Either way, Christians have interpreted this psalm as speaking of the Messiah.  In fact, the author of the Book of Hebrews cites this passage in his lengthy meditation on Christ the Great High Priest; (Hebrews chapter 7, and heck, most of the rest of the epistle as well).  But what does it mean to be a priest in the Order of Melchizadek?

The priests of the Old Testament, who served in the Tabernacle and later in the Temple in Jerusalem, were all descendants on Aaron, the brother of Moses, and so can be considered the Order of Aaron.  Melchizadek predated Aaron and Moses and even, one might argue, Abraham.  So if there is a priestly tradition of Melchizadek, then it lies outside of and independent from the Abrahamic tradition; yet also parallel to it, in that it grows out of the same Semetic culture that Abraham did, and also worships the One True God.

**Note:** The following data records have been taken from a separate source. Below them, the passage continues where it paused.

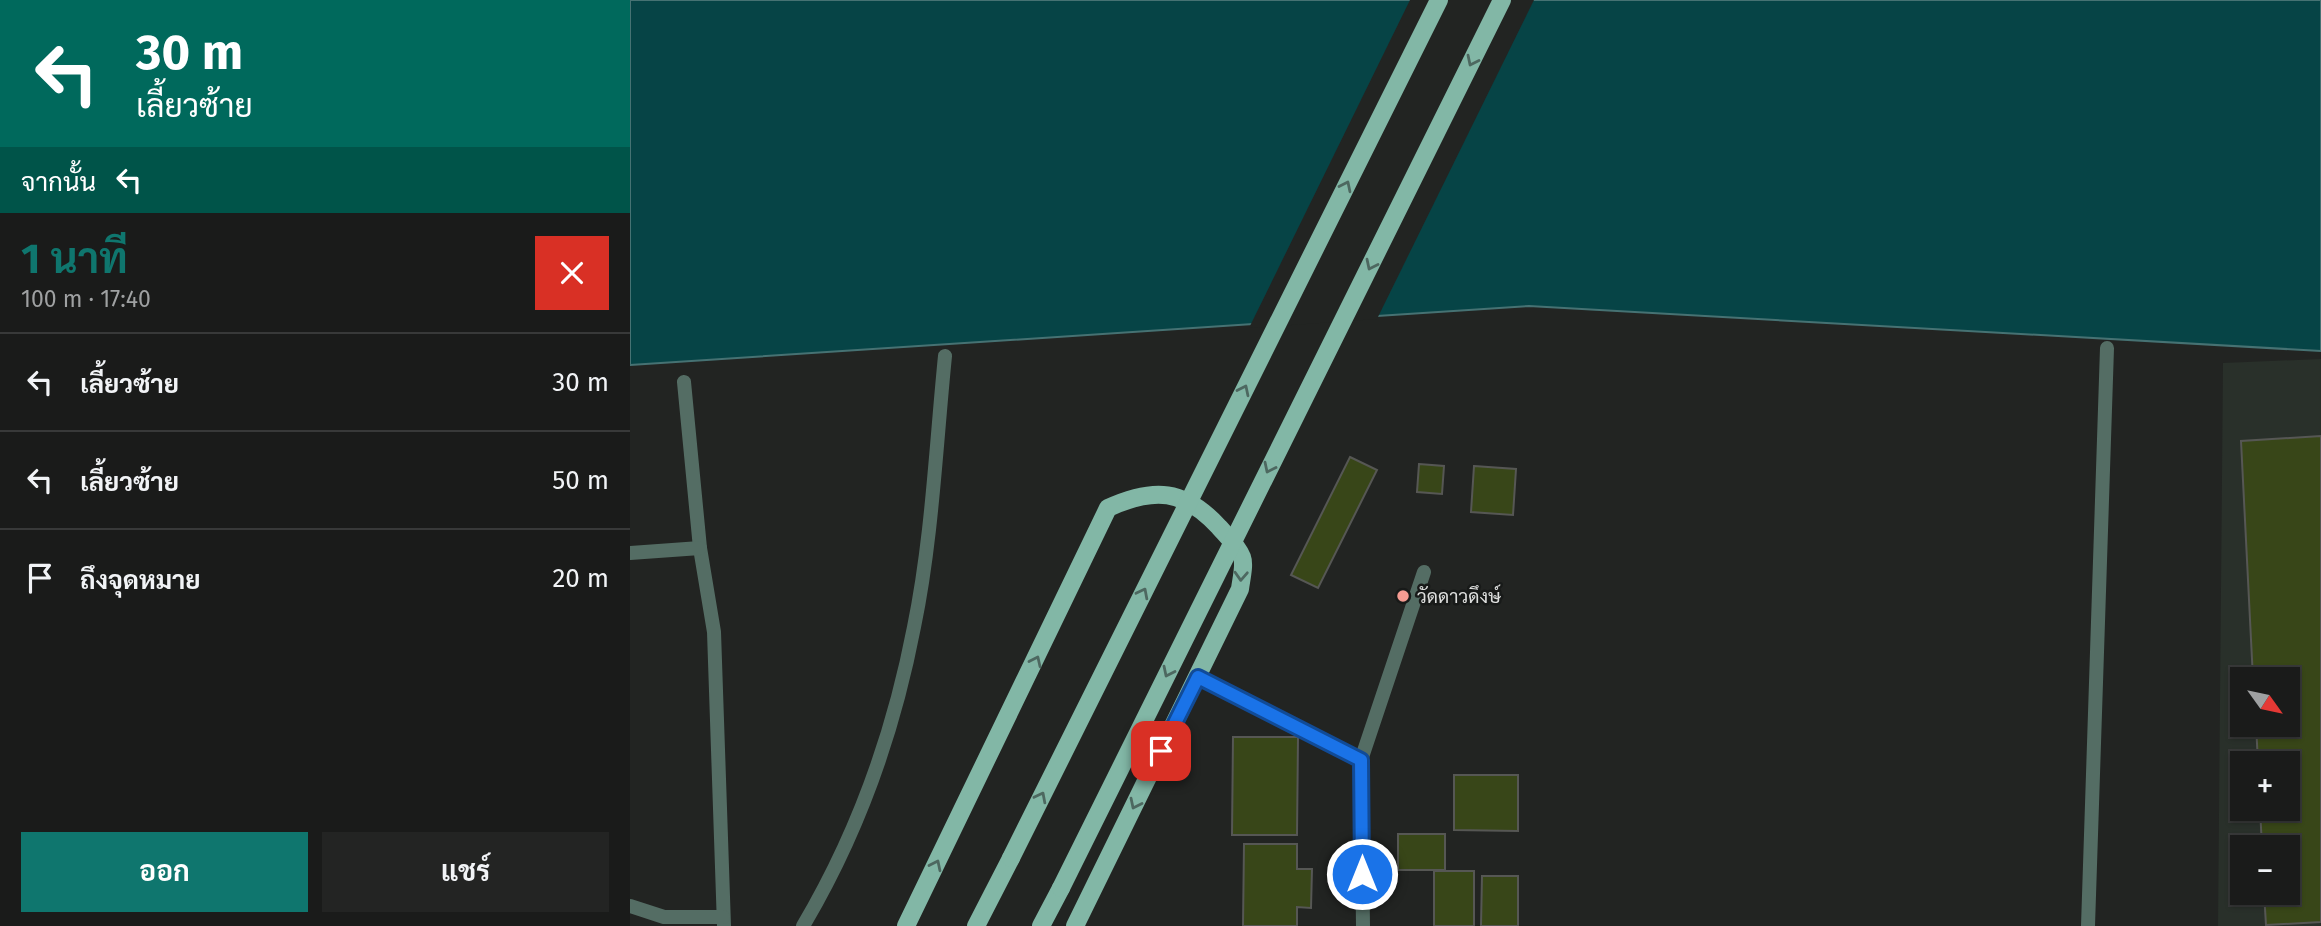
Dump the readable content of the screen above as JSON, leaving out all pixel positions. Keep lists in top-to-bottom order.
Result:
{
  "places": ["วัดดาวดึงษ์"],
  "north": "bottom right",
  "page": {
    "turn": ["30 m", "เลี้ยวซ้าย"],
    "then": "จากนั้น",
    "heading": ["1 นาที", "100 m · 17:40"],
    "list": [
      {
        "name": "เลี้ยวซ้าย",
        "value": "30 m"
      },
      {
        "name": "เลี้ยวซ้าย",
        "value": "50 m"
      },
      {
        "name": "ถึงจุดหมาย",
        "value": "20 m"
      }
    ],
    "map_buttons": ["+", "−"],
    "buttons": ["ออก", "แชร์"]
  }
}
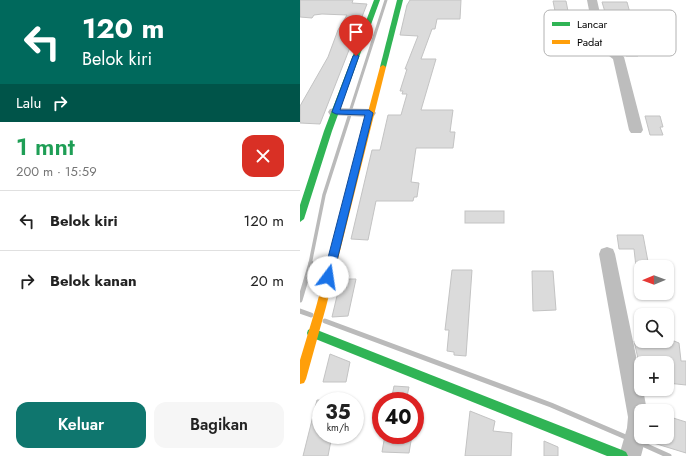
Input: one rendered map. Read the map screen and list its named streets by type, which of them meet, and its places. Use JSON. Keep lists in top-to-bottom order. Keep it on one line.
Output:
{"legend":["Lancar","Padat"],"north":"left","page":{"turn":["120 m","Belok kiri"],"then":"Lalu","heading":["1 mnt","200 m · 15:59"],"list":[{"name":"Belok kiri","value":"120 m"},{"name":"Belok kanan","value":"20 m"}],"map_buttons":["+","−"],"speed":"35 km/h","limit":"40","buttons":["Keluar","Bagikan"]}}
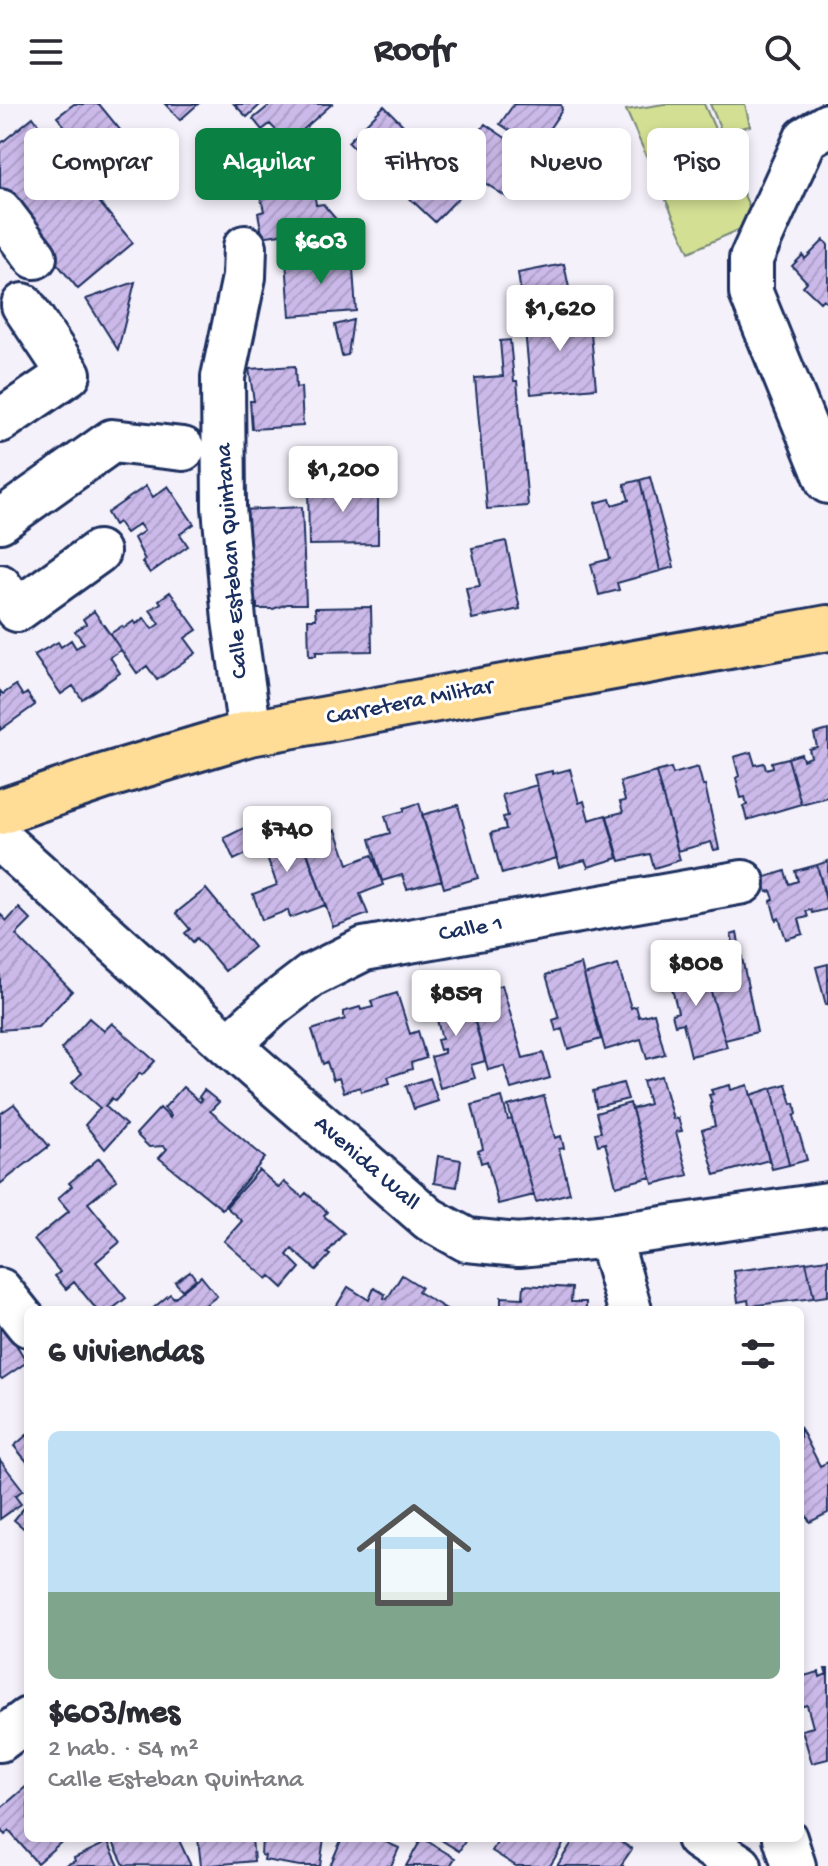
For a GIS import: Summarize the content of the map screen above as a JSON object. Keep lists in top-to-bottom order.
{
  "streets": {
    "main road": ["Carretera Militar"],
    "street": ["Calle Esteban Quintana", "Calle 1", "Avenida Wall"]
  },
  "crossings": [
    ["Calle Esteban Quintana", "Carretera Militar"],
    ["Calle 1", "Avenida Wall"]
  ],
  "page": {
    "header": "Roofr",
    "chip": [
      "Comprar",
      "Alquilar",
      "Filtros",
      "Nuevo",
      "Piso"
    ],
    "price": [
      "$603",
      "$1,620",
      "$1,200",
      "$740",
      "$808",
      "$859"
    ],
    "heading": "6 viviendas",
    "list": [
      {
        "name": "$603/mes",
        "note": "2 hab. · 54 m² · Calle Esteban Quintana"
      }
    ]
  }
}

Unlike the priests of David’s day, Melchizadek was both a priest and a king.  It actually wasn’t all that uncommon in ancient times for kings to participate in religious duties; we get a glimpse of this much later in the Roman Empire, where one of the Emperor’s titles was Pontifex Maximus, and performed public sacred rituals on important holy days.  Moses, however, decreed a kind of separation of church and State.  The priesthood was a hereditary vocation with rigidly defined duties and qualifications; and secular leadership was something else.  In the book of 1 Samuel we see King Saul getting in trouble for presuming to perform a sacrifice himself, (1 Sam. 13) and later on King David’s desire to move the Ark of the Covenant to his political capitol caused problems as well.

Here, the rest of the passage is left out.